Methods: A Markov model was built based on a global, multicentre, open-label, phase III randomized trial (IMbrave150, NCT03434379) that included three states of the patient's health: stable disease (SD), progressive disease (PD) and death. Data for all medical costs were acquired from the Red Book, published literature and West China Hospital. Quality-adjusted life years (QALYs) and incremental cost-effectiveness ratios (ICERs) were the primary outcomes. Sensitivity analyses were performed to evaluate the model uncertainty.
Results: The treatment consisting of a combination of atezolizumab and bevacizumab yielded an additional 0.53 QALYs compared with sorafenib alone, leading to an ICER of $145,546.21 per QALY in China and $168,030.21 per QALY in the USA, both beyond the willing-to-pay threshold ($28,527.00/QALY in China and $150,000.00 /QALY in the USA).
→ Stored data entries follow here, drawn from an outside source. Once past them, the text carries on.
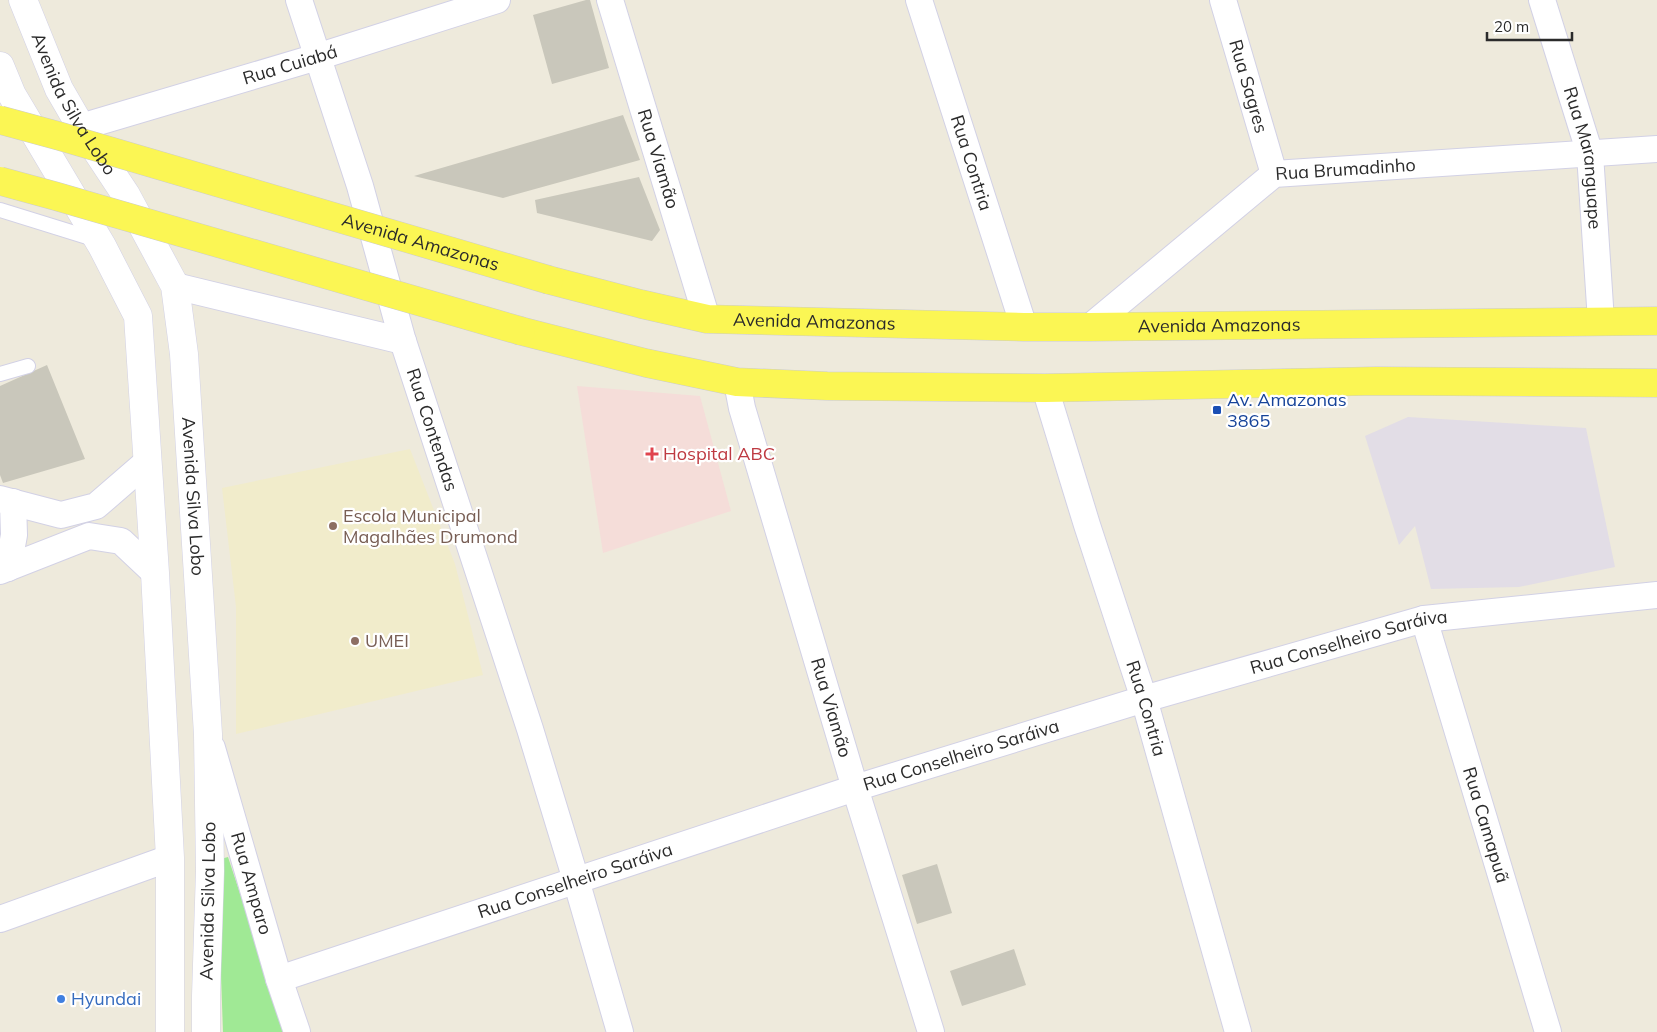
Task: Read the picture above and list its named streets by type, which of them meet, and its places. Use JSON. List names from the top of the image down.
{
  "streets": {
    "main road": ["Avenida Silva Lobo", "Avenida Amazonas"],
    "street": [
      "Rua Cuiabá",
      "Rua Sagres",
      "Rua Viamão",
      "Rua Maranguape",
      "Rua Contria",
      "Rua Brumadinho",
      "Rua Contendas",
      "Rua Conselheiro Saráiva",
      "Rua Camapuã",
      "Rua Amparo"
    ]
  },
  "crossings": [
    ["Rua Cuiabá", "Avenida Silva Lobo"],
    ["Rua Cuiabá", "Rua Contendas"],
    ["Rua Sagres", "Rua Brumadinho"],
    ["Avenida Silva Lobo", "Avenida Amazonas"],
    ["Avenida Silva Lobo", "Rua Amparo"],
    ["Rua Viamão", "Avenida Amazonas"],
    ["Rua Viamão", "Rua Conselheiro Saráiva"],
    ["Rua Maranguape", "Rua Brumadinho"],
    ["Rua Maranguape", "Avenida Amazonas"],
    ["Rua Contria", "Avenida Amazonas"],
    ["Rua Contria", "Rua Conselheiro Saráiva"],
    ["Rua Brumadinho", "Avenida Amazonas"],
    ["Rua Contendas", "Rua Conselheiro Saráiva"],
    ["Rua Conselheiro Saráiva", "Rua Camapuã"],
    ["Rua Conselheiro Saráiva", "Rua Amparo"]
  ],
  "places": {
    "transit": ["Av. Amazonas 3865"],
    "health": ["Hospital ABC"],
    "other": ["Escola Municipal Magalhães Drumond", "UMEI", "Hyundai"]
  },
  "scale_bar": "20 m"
}
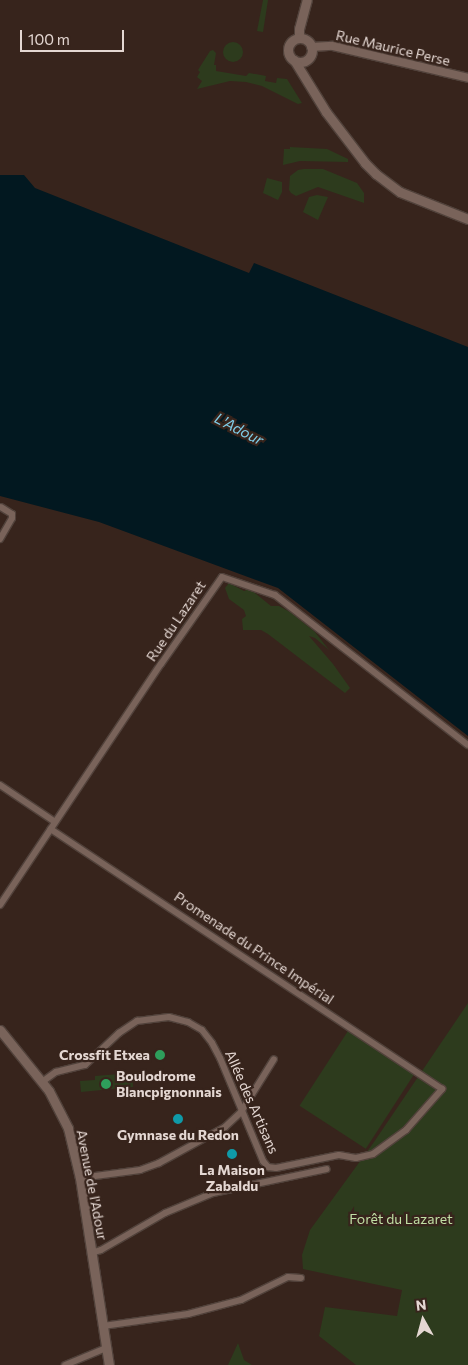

The utility of the PD state was the most influential factor in the Chinese model, and the American model was the most sensitive to the price of sorafenib. The results of the models were robust across sensitivity analyses.
Conclusion: The combination of atezolizumab and bevacizumab was not a cost-effective strategy for the first-line systemic treatment of unresectable HCC from the Chinese and American payers' perspective.
Keywords: atezolizumab and bevacizumab; cost-effectiveness; first-line systemic treatment; unresectable hepatocellular carcinoma.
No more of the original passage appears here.